If you’ve been with me for a while, you know how strongly I feel that guilt has no place in our relationship with food.
For this reason, I am absolutely thrilled that the San Francisco Chronicle’s new restaurant reviewer, Soleil Ho, has promised to never use the G-Word in her reviews.
Here’s what she had to say in a recent article…
“Guilt: I don’t use this word because of the harm it does to our relationship to food, especially because ‘guilt’ in this context never actually refers to things that do carry ethical weight, like cannibalism or stealing food from the hungry.
Why should anyone besides the Hamburglar, who seems to enjoy the act of larceny for the sheer thrill of it, feel guilty about their food choices?
The overwhelmingly majority of the time I’ve encountered this word in food writing or a marketing context has been about diet food, mainly directed toward girls and women: ‘guilt-free snacks,’ ‘ice cream without the guilt,’ and so on.

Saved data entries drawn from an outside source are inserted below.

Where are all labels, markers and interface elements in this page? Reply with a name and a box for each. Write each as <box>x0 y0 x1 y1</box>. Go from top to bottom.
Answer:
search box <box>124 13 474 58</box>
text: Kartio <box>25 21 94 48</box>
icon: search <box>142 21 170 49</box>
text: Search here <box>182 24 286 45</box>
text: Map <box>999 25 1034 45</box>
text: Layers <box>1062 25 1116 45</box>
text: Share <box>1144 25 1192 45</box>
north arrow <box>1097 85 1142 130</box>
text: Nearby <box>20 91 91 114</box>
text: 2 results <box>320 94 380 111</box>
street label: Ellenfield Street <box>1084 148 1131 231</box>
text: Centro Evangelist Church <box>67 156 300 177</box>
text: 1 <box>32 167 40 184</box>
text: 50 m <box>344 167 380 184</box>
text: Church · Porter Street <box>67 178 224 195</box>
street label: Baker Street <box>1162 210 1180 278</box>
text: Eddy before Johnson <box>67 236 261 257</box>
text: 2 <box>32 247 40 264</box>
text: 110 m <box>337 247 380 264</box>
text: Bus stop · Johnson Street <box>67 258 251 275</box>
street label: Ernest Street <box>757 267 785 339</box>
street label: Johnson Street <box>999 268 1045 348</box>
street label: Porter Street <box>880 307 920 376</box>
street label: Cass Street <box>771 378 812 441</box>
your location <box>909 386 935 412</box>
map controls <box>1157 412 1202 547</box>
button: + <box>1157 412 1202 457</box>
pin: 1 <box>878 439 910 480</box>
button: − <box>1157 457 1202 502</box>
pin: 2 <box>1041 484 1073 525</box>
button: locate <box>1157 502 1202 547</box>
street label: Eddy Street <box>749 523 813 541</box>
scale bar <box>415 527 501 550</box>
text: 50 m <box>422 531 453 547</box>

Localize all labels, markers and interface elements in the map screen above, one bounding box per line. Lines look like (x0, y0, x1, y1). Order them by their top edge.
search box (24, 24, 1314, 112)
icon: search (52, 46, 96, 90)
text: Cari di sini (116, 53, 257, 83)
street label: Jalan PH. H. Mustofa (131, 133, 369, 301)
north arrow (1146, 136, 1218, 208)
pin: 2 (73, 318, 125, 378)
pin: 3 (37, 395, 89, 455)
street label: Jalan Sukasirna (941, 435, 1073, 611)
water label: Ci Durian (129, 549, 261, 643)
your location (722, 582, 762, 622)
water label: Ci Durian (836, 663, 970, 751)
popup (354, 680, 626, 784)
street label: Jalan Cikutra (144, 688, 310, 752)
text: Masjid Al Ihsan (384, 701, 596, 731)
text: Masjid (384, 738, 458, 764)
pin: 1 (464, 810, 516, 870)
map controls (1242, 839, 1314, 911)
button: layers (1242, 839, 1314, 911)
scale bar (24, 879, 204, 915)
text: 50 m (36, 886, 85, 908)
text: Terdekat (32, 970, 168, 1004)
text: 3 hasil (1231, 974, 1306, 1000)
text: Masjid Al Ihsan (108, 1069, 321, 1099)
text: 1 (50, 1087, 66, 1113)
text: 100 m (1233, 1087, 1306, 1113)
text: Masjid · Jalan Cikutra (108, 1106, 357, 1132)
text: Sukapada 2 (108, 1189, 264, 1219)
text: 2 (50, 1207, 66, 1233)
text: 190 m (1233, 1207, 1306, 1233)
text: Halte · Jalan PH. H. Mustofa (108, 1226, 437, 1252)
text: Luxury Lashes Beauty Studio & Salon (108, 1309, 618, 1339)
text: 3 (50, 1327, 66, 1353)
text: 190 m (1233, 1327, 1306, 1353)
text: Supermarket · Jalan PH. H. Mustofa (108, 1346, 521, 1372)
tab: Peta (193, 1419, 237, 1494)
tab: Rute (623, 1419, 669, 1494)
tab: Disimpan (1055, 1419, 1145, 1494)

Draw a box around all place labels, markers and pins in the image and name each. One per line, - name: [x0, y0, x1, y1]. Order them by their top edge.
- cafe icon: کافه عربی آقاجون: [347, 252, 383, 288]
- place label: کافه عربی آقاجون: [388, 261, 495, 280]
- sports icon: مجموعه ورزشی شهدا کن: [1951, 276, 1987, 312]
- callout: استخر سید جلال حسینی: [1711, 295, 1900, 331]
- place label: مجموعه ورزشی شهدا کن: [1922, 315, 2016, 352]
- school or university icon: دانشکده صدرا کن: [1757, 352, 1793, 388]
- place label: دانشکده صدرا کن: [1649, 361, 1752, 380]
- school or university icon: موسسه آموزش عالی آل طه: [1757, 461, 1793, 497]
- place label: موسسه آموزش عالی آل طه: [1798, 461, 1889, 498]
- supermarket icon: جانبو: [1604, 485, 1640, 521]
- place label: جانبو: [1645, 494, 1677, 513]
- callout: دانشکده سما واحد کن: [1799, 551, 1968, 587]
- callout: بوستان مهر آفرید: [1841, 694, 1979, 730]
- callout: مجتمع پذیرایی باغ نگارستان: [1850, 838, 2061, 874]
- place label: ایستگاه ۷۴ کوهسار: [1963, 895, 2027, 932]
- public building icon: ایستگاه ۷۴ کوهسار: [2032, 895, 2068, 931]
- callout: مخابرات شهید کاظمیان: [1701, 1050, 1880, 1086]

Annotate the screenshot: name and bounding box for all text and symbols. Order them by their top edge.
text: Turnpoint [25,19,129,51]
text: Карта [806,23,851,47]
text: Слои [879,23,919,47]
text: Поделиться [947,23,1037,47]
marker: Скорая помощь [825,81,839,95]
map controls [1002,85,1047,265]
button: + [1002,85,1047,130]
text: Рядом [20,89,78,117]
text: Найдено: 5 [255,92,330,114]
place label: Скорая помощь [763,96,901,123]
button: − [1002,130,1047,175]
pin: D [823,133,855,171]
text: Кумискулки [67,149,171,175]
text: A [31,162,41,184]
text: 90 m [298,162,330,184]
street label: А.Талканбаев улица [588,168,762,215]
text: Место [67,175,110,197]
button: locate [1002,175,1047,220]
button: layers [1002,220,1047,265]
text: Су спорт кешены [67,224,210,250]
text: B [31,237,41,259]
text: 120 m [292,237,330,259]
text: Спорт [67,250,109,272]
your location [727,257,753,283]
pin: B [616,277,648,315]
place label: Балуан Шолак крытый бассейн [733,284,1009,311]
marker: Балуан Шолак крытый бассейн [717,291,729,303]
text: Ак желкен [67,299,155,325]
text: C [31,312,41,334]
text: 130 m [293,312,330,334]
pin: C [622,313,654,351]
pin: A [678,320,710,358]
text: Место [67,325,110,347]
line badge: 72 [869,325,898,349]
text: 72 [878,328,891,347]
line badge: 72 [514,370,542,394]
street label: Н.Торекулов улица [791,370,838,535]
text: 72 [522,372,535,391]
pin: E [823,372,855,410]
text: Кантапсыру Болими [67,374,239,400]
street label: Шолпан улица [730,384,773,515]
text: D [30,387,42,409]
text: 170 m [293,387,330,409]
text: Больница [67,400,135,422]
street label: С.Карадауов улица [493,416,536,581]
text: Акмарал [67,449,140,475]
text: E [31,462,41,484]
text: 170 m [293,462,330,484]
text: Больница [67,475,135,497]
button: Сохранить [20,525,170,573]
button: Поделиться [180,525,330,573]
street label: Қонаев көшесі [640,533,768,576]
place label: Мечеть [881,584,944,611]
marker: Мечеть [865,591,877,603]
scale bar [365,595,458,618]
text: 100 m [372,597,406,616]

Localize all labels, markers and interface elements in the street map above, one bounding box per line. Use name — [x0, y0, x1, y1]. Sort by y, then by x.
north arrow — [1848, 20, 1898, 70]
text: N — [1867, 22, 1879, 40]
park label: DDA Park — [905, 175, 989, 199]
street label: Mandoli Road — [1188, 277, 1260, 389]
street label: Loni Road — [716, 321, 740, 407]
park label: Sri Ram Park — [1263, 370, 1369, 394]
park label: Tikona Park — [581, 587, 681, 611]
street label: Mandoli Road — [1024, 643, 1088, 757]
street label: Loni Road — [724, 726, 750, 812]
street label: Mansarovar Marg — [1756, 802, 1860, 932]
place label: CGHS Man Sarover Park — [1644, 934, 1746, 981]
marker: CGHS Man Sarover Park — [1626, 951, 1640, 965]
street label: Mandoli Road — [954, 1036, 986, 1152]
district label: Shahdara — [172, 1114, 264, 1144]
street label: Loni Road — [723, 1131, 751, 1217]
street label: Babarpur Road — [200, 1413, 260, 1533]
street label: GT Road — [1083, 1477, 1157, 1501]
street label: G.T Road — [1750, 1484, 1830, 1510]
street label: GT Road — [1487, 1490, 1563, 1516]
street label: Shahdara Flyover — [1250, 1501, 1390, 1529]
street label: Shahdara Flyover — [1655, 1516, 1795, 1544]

Criminalizing the everyday act of eating reinforces the idea that we need to punish ourselves for wanting food when we’re hungry, which encourages us to develop really screwed-up and disordered attitudes toward our own bodies.
Relatedly, I hate every time Great British Bake-off judge Prue Leith says that a pastry is good if it’s ‘worth the calories.’”
I did an extra cheer when I read Ho’s last sentence because I also cringe mightily whenever I hear Leith (or anyone else) make a comment like this.
Let’s Do This Together
My hope is that more people—from restaurant reviewers and food writers to chefs and copywriters—follow Ho’s lead and ban the word guilt when it comes to food.
You, too, can help drive this change. Notice when you find yourself saying things like:
I feel so guilty for eating all those cookies.
My guilty pleasure is a bacon double cheeseburger.
I seriously overdid it at dinner; I need to burn off all those calories tomorrow!
This chocolate fudge cake is sinfully good.
I was so bad today; I ate way too many chips.
When you do catch yourself referring to guilt or morality when talking about your food choices (or someone else’s), turn it into an opportunity to practice a new way of speaking to yourself and others about food—one that is unconditional, empowering and liberating rather than criminalizing, punitive and oppressive.